» Records to process
********************
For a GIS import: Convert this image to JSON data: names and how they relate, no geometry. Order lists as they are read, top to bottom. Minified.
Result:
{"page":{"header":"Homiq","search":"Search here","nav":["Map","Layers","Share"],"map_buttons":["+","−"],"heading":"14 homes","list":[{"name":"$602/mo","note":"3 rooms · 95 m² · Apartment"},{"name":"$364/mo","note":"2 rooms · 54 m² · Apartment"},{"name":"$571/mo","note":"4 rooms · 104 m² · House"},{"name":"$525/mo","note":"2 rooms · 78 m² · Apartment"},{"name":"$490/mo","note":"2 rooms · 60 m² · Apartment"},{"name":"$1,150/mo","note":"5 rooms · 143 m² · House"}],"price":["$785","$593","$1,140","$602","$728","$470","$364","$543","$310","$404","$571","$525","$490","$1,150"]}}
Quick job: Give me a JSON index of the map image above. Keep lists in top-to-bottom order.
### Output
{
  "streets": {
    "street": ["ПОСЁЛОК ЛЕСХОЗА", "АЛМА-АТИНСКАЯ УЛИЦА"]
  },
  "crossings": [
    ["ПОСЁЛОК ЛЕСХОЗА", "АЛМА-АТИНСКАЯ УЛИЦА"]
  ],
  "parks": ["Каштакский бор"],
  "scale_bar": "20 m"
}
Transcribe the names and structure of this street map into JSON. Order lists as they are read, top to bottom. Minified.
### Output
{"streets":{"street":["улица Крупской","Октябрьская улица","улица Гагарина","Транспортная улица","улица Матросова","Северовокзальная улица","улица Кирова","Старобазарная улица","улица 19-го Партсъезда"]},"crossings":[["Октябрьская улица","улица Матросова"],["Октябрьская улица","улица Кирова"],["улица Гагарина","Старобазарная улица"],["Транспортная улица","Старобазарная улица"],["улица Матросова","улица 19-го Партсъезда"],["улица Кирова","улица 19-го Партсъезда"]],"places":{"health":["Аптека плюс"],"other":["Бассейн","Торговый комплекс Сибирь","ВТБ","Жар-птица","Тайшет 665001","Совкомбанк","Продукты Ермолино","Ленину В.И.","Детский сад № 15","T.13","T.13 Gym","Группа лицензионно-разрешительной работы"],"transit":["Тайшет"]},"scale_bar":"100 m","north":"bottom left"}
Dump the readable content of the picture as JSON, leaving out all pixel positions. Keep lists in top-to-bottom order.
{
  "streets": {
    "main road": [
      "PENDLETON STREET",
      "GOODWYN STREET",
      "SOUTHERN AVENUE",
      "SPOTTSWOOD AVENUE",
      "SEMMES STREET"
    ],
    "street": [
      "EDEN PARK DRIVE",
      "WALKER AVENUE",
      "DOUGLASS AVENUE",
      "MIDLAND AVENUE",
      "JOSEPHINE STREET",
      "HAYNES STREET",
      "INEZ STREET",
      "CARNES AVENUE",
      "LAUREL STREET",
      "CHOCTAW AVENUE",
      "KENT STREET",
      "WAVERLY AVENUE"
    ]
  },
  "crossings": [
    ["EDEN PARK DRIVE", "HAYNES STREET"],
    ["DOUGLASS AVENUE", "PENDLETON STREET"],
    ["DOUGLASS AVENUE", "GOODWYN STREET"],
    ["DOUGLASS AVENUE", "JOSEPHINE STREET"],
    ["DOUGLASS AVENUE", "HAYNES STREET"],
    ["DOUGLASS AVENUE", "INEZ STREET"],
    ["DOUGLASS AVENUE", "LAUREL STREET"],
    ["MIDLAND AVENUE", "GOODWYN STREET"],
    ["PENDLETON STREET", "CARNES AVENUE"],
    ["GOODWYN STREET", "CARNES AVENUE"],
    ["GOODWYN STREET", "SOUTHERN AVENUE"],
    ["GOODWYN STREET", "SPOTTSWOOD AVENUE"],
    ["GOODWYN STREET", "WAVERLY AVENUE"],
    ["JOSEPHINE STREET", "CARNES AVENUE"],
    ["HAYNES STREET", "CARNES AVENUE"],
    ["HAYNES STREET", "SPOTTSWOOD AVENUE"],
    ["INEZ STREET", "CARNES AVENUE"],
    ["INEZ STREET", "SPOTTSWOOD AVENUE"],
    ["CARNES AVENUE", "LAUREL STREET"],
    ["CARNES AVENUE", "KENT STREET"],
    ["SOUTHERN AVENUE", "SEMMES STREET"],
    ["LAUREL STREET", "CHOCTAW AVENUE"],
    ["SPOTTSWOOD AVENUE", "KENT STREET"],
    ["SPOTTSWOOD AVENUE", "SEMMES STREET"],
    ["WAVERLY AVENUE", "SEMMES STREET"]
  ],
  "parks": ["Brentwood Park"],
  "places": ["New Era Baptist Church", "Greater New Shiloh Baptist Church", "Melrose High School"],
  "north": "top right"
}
********************
» Work to complete
Above are the records; copy each line from them that includes the string "INEZ".

» Exercise solution
      "INEZ STREET",
    ["DOUGLASS AVENUE", "INEZ STREET"],
    ["INEZ STREET", "CARNES AVENUE"],
    ["INEZ STREET", "SPOTTSWOOD AVENUE"],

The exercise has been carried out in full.